Will To Live by Rachel Amphlett @RachelAmphlett @emmamitchellfpr #BlogTour #extract #giveaway
I am very happy to be sharing an extract with you today on the Blog Tour for Will To Live by Rachel Amphlett. First of all though let's take a look at the book and don't forget to enter the giveaway to win one of two ebooks.
About the book:
Book: Will to Live
Author: Rachel Amphlett
Release Date: 4th April 2017
Blog Tour: 27th March to 11th April
Reputation is everything
When a packed commuter train runs over a body on a stretch of track known to locals as ‘Suicide Mile’, it soon transpires that the man was a victim of a calculated murder.
As the investigation evolves and a pattern of murders is uncovered, Detective Sergeant Kay Hunter realises the railway’s recent reputation may be the work of a brutal serial killer.
With a backlog of cold cases to investigate and attempting to uncover who is behind a professional vendetta against her, Kay must keep one step ahead of both the killer and her own adversaries.

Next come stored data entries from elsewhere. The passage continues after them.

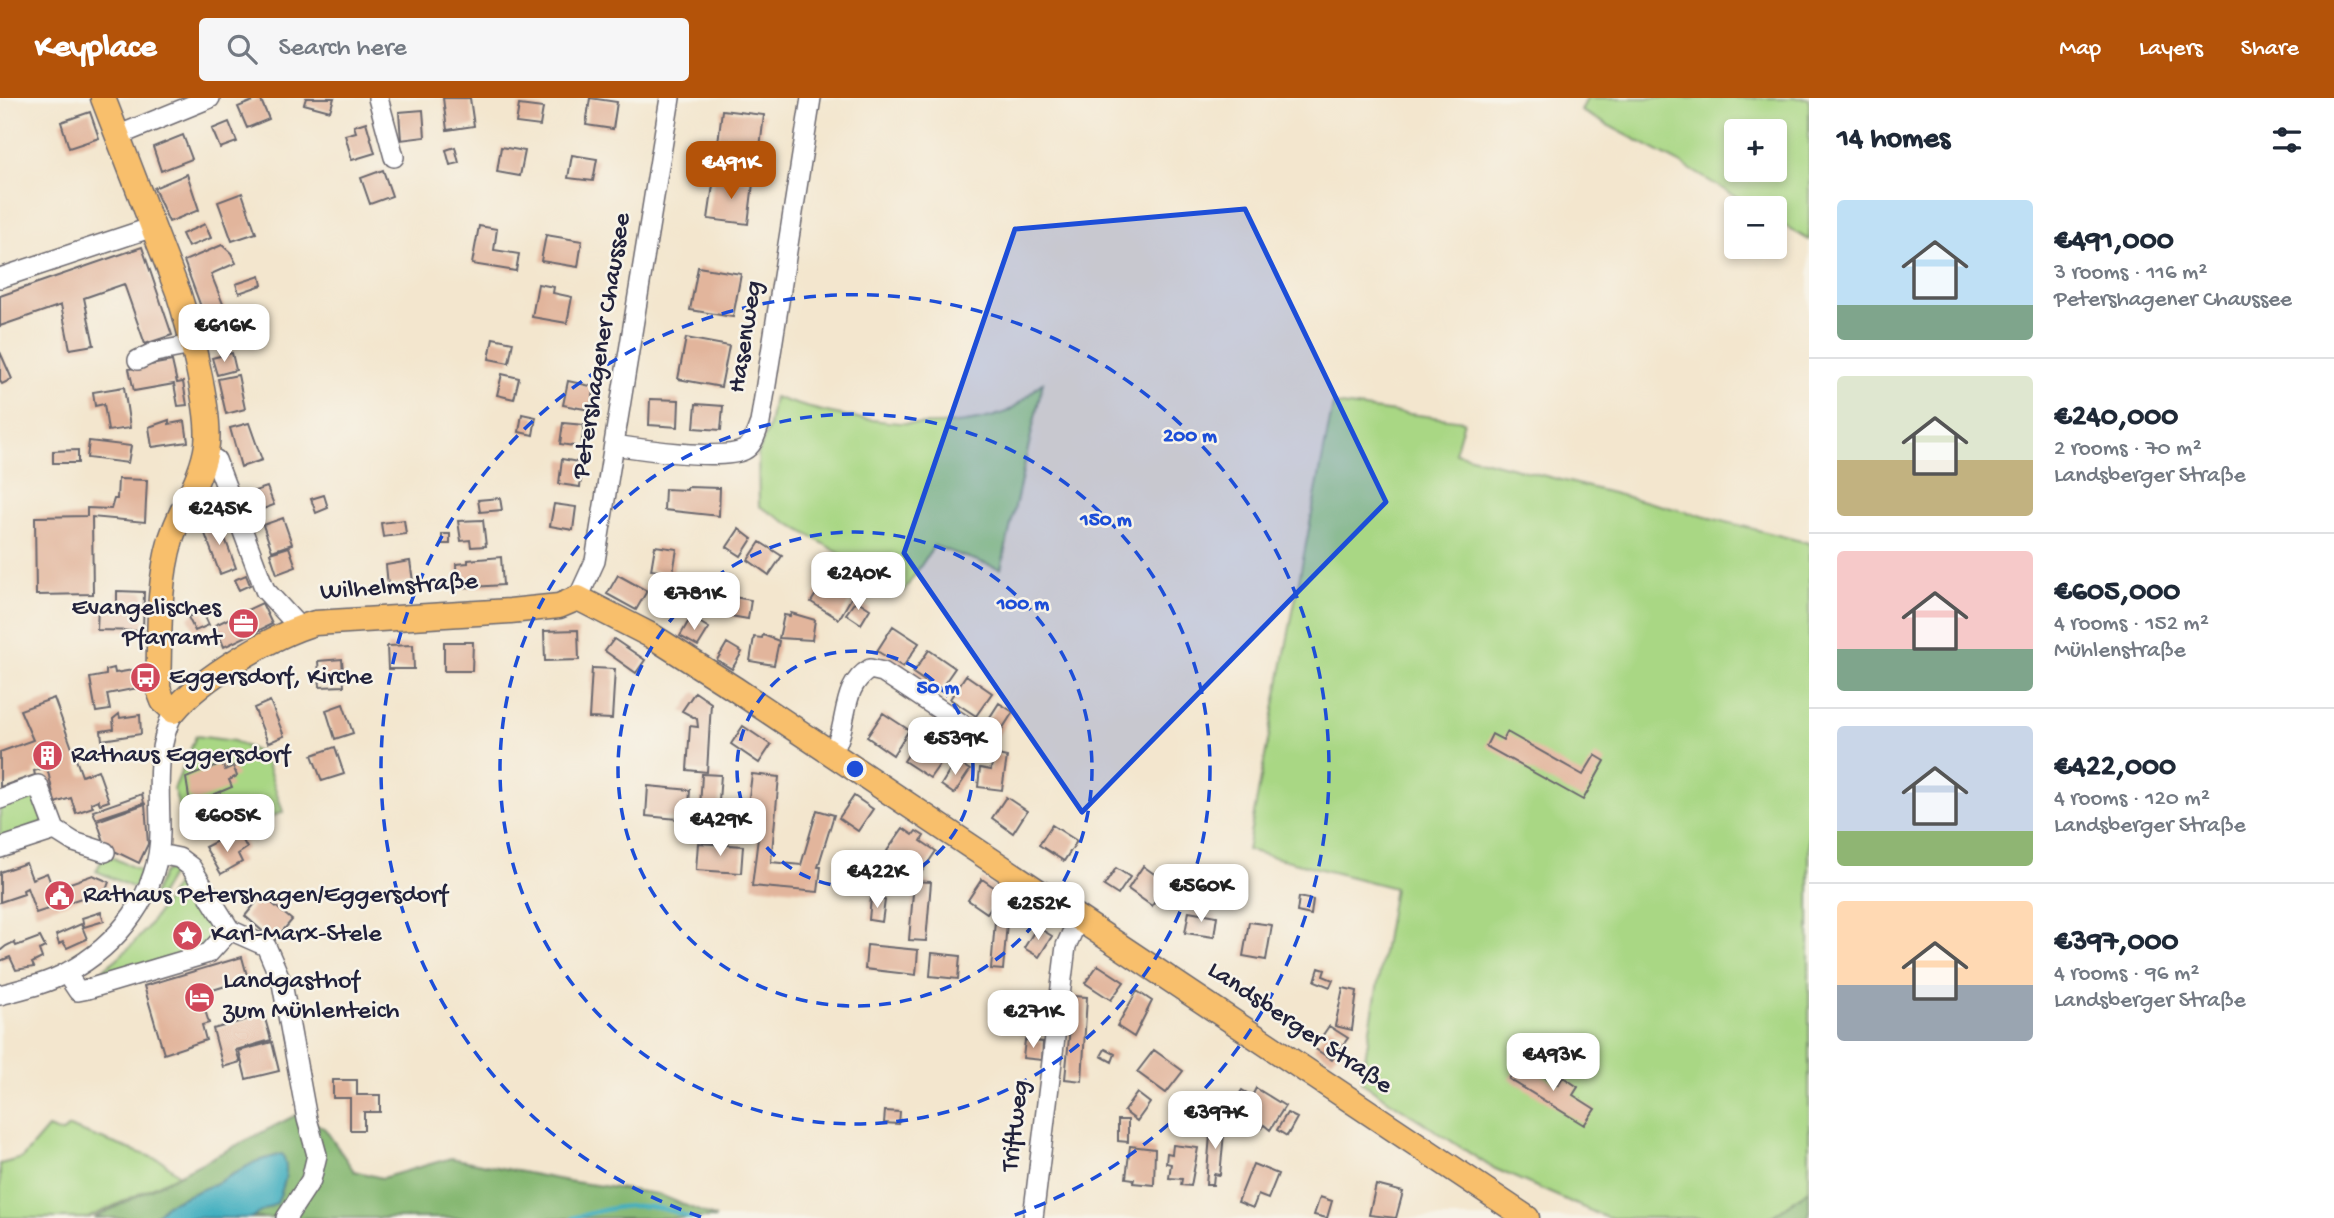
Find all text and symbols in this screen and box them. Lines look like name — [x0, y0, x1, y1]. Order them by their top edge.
search box — [199, 18, 689, 81]
text: Keyplace — [35, 30, 157, 68]
icon: search — [223, 30, 261, 68]
text: Search here — [279, 34, 407, 65]
text: Map — [2059, 35, 2101, 64]
text: Layers — [2139, 35, 2203, 64]
text: Share — [2241, 35, 2299, 64]
map controls — [1724, 119, 1787, 259]
button: + — [1724, 119, 1787, 182]
icon: filters — [2268, 121, 2306, 159]
text: 14 homes — [1837, 123, 1950, 158]
pin: €491K — [682, 141, 780, 201]
text: €491K — [702, 150, 760, 177]
button: − — [1724, 196, 1787, 259]
street label: Petershagener Chaussee — [566, 210, 639, 482]
text: €491,000 — [2054, 225, 2174, 260]
icon: home — [1893, 228, 1977, 312]
text: 3 rooms · 116 m² — [2054, 260, 2207, 287]
street label: Hasenweg — [723, 279, 771, 395]
text: Petershagener Chaussee — [2054, 287, 2292, 314]
pin: €616K — [175, 304, 273, 364]
text: €616K — [195, 313, 253, 340]
text: €240,000 — [2054, 401, 2178, 436]
icon: home — [1893, 404, 1977, 488]
text: 200 m — [1163, 425, 1217, 450]
text: 2 rooms · 70 m² — [2054, 436, 2202, 463]
text: Landsberger Straße — [2054, 463, 2246, 490]
pin: €245K — [170, 488, 268, 547]
text: €245K — [189, 496, 249, 523]
text: 150 m — [1079, 509, 1132, 534]
pin: €240K — [809, 552, 907, 612]
text: €240K — [827, 561, 889, 588]
street label: Wilhelmstraße — [319, 567, 480, 609]
pin: €781K — [645, 573, 743, 632]
text: €605,000 — [2054, 576, 2180, 611]
icon: home — [1893, 579, 1977, 663]
text: €781K — [664, 581, 724, 608]
text: 100 m — [996, 593, 1049, 618]
place label: Evangelisches Pfarramt — [72, 594, 223, 655]
office icon: Evangelisches Pfarramt — [227, 607, 261, 641]
text: 4 rooms · 152 m² — [2054, 611, 2209, 638]
text: Mühlenstraße — [2054, 638, 2186, 665]
bus stop icon: Eggersdorf, Kirche — [129, 661, 163, 695]
place label: Eggersdorf, Kirche — [169, 663, 373, 694]
text: 50 m — [917, 677, 960, 702]
pin: €539K — [906, 718, 1004, 777]
text: €539K — [924, 726, 986, 753]
building icon: Rathaus Eggersdorf — [31, 739, 65, 773]
place label: Rathaus Eggersdorf — [71, 741, 292, 772]
text: €422,000 — [2054, 751, 2176, 786]
icon: home — [1893, 754, 1977, 838]
centre of rings — [843, 757, 867, 781]
text: 4 rooms · 120 m² — [2054, 786, 2210, 813]
pin: €605K — [178, 794, 276, 854]
pin: €429K — [671, 798, 769, 858]
text: €605K — [195, 803, 259, 830]
text: €429K — [690, 807, 750, 834]
text: Landsberger Straße — [2054, 813, 2246, 840]
pin: €422K — [828, 850, 926, 910]
text: €422K — [847, 859, 907, 886]
pin: €560K — [1152, 864, 1250, 924]
text: €560K — [1169, 873, 1233, 900]
public building icon: Rathaus Petershagen/Eggersdorf — [43, 879, 77, 913]
place label: Rathaus Petershagen/Eggersdorf — [83, 881, 450, 912]
pin: €252K — [989, 882, 1087, 942]
text: €252K — [1007, 891, 1069, 918]
place icon: Karl-Marx-Stele — [171, 918, 205, 952]
place label: Karl-Marx-Stele — [211, 920, 382, 951]
text: €397,000 — [2054, 926, 2179, 961]
icon: home — [1893, 929, 1977, 1013]
street label: Landsberger Straße — [1201, 956, 1398, 1103]
text: 4 rooms · 96 m² — [2054, 961, 2199, 988]
place label: Landgasthof zum Mühlenteich — [223, 967, 399, 1028]
hotel icon: Landgasthof zum Mühlenteich — [183, 980, 217, 1014]
text: Landsberger Straße — [2054, 988, 2246, 1015]
pin: €271K — [984, 990, 1082, 1050]
text: €271K — [1004, 999, 1062, 1026]
pin: €493K — [1504, 1034, 1602, 1093]
text: €493K — [1523, 1042, 1583, 1069]
street label: Triftweg — [996, 1079, 1038, 1175]
pin: €397K — [1166, 1091, 1264, 1151]
text: €397K — [1184, 1100, 1246, 1127]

When a second murder takes place within a week of the first, she realises the killer’s timetable has changed, and she’s running out of time to stop him…
Will to Live is the second book in a new crime thriller series featuring Kay Hunter – a detective with a hidden past and an uncertain future…
If you like Angela Marsons, Peter James and Robert Bryndza, discover the latest addition to Rachel Amphlett’s new series today.
Elsa Flanagan cursed under her breath and slapped the side of the torch against the palm of her hand.
The beam wavered before it flickered back to life and she exhaled, releasing some of the tension from her shoulders.
She’d told Dennis to change the batteries the previous evening when he’d returned from the pub, the dog carrying a faint scent of cigarette smoke from where his owner had passed the time with his friends in the small undercover shelter to the side of the fourteenth-century tavern.
He’d obviously forgotten all about the batteries after several pints of real ale, and now she was traipsing across the pitch-black field with Smokey, praying the beam held out long enough for her to let the dog have a quick trot around before she headed home for the evening.
Early spring, and the air was laden with a freshness, the countryside beginning to waken from its winter slumber.
She’d spent the afternoon in the garden, pulling out all the old and rotten vegetation, the roses receiving a vicious pruning, and the flowerbeds prepped and ready for the first burst of daffodils.
Dennis had phoned half an hour ago and said he’d be late home from the golf course. There had been a crash on the M20 where the new merging lanes, implemented the previous year, still caused grief for unsuspecting drivers.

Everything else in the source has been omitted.